■ **Your instructions**: When you repeat the entries, reproduce each line exactly and omit every picture.

[Records for the task — start]

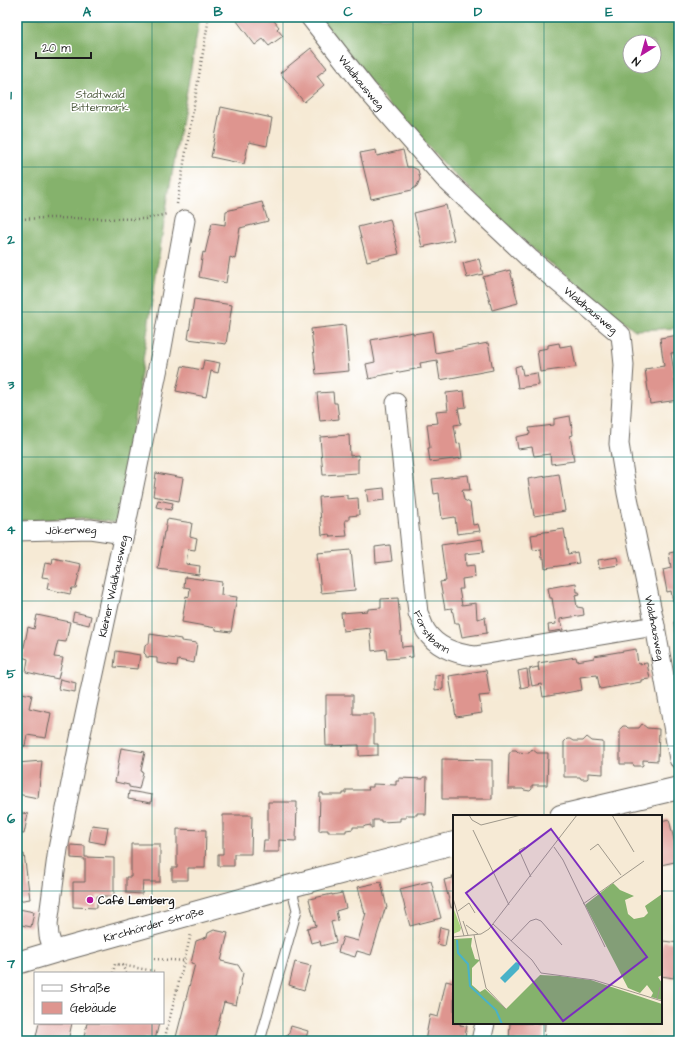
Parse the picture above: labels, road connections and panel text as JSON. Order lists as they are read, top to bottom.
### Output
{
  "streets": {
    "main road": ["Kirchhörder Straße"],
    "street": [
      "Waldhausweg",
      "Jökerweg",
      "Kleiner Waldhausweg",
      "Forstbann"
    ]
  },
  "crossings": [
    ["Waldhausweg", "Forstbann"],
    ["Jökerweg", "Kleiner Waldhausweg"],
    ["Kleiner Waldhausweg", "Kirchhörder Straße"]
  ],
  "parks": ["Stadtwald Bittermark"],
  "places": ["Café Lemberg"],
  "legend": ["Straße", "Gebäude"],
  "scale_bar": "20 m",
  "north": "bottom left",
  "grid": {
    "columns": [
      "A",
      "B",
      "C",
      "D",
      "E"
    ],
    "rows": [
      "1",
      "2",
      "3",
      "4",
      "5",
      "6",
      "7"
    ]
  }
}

[Records for the task — finish]

■ **Exercise result**:
Parse the picture above: labels, road connections and panel text as JSON. Order lists as they are read, top to bottom.
### Output
{
  "streets": {
    "main road": ["Kirchhörder Straße"],
    "street": [
      "Waldhausweg",
      "Jökerweg",
      "Kleiner Waldhausweg",
      "Forstbann"
    ]
  },
  "crossings": [
    ["Waldhausweg", "Forstbann"],
    ["Jökerweg", "Kleiner Waldhausweg"],
    ["Kleiner Waldhausweg", "Kirchhörder Straße"]
  ],
  "parks": ["Stadtwald Bittermark"],
  "places": ["Café Lemberg"],
  "legend": ["Straße", "Gebäude"],
  "scale_bar": "20 m",
  "north": "bottom left",
  "grid": {
    "columns": [
      "A",
      "B",
      "C",
      "D",
      "E"
    ],
    "rows": [
      "1",
      "2",
      "3",
      "4",
      "5",
      "6",
      "7"
    ]
  }
}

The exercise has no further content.